If you have ever marveled at the fascinating patterns of the aged reflective surface of a very old mirror that has been distressed by years of use and exposure, you have a good idea of what we can reproduce using modern processes. From smaller pieces or tiles to large scale wall mounted or horizontal surface pieces, the antique mirror look that we create will evoke that special enchanting look of days past. This process softens the reflection of light to create a pleasant, elegant ambiance that is easy on the eyes.

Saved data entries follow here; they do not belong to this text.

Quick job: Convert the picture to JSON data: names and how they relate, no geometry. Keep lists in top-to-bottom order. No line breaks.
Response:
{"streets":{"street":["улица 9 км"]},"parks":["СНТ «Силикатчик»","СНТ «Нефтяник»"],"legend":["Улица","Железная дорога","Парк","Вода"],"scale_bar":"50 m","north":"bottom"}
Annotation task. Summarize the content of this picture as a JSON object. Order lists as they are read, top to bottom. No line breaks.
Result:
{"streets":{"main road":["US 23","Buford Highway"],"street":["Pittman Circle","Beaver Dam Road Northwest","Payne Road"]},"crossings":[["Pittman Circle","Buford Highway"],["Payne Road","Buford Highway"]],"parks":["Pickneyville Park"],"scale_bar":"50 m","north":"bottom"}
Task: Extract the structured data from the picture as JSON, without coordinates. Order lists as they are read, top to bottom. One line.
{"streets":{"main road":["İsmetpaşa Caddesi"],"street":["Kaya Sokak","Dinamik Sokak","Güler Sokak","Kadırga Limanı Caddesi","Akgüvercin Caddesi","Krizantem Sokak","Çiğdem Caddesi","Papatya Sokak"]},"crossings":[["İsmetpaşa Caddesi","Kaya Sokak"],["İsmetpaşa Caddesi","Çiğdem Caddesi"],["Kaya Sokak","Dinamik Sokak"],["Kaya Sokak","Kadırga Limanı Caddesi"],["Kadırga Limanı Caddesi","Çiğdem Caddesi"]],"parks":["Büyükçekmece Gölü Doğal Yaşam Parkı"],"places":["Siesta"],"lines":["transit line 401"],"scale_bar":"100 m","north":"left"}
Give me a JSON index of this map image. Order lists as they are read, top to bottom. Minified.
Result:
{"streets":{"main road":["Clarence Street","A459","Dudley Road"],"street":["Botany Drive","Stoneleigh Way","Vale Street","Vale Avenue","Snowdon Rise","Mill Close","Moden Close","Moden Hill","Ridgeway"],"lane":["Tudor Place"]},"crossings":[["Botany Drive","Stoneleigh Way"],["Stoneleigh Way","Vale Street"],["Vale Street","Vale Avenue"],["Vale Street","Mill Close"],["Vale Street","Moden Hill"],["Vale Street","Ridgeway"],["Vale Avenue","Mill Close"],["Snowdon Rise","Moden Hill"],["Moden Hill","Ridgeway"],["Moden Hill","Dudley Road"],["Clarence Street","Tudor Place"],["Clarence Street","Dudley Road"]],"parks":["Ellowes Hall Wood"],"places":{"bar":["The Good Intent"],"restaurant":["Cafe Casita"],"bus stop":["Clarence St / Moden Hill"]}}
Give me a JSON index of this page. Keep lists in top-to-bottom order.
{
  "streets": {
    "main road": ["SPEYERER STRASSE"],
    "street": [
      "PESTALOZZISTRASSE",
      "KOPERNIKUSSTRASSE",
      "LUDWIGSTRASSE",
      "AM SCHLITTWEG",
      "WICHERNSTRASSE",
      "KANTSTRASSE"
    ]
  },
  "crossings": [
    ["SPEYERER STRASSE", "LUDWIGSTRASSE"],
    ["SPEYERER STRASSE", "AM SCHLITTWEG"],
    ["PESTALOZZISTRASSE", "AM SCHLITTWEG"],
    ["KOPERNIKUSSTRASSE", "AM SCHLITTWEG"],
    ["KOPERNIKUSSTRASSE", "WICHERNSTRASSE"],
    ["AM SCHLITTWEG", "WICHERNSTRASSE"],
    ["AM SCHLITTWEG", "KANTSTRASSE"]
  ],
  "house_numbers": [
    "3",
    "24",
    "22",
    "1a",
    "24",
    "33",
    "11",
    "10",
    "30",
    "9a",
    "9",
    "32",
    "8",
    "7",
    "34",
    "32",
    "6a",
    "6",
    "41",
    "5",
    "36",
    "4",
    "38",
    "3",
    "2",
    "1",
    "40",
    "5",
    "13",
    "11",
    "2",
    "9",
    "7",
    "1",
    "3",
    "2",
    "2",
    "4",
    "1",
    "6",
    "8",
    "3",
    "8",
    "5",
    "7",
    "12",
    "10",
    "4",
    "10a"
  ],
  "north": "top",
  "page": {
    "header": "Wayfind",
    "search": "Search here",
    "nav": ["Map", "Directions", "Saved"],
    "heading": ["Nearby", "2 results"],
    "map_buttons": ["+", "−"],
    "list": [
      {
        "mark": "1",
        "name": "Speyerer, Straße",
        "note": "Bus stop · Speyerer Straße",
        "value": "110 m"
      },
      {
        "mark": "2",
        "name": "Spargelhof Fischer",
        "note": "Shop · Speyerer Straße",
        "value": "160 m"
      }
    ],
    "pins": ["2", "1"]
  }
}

Most wall mounted applications are made with thinner glass, but thicker glass can also be used for countertops and other surfaces. Options include etching and sandblasting, cutouts for electrical outlets or other fixtures, and custom shapes for one-off applications. reduces grout and joint lines and it can easily be squeegeed clean

The following excerpts from Wikipedia offer some illuminating background on the history of mirror production and give some valuable insights into the kinds of looks we can reproduce using modern glass production techniques:

"The earliest manufactured mirrors were pieces of polished stone such as obsidian, a naturally occurring volcanic glass... Mirrors of polished copper were crafted in Mesopotamia from 4000 BC, and in ancient Egypt from around 3000 BC. Polished stone mirrors from Central and South America date from around 2000 BC onwards. In China, bronze mirrors were manufactured from around 2000 BC...

"The method of making mirrors out of plate glass was invented by 13th-century Venetian glassmakers on the island of Murano, who covered the back of the glass with mercury, obtaining near-perfect and undistorted reflection. For over one hundred years, Venetian mirrors installed in richly decorated frames served as luxury decorations for palaces throughout Europe...

"The invention of the silvered-glass mirror is credited to German chemist Justus von Liebig in 1835. His process involved the deposition of a thin layer of metallic silver onto glass through the chemical reduction of silver nitrate. This silvering process was adapted for mass manufacturing and led to the greater availability of affordable mirrors. In the modern age, mirrors are often produced by the wet deposition of silver (or sometimes aluminum via vacuum deposition) directly onto the glass substrate."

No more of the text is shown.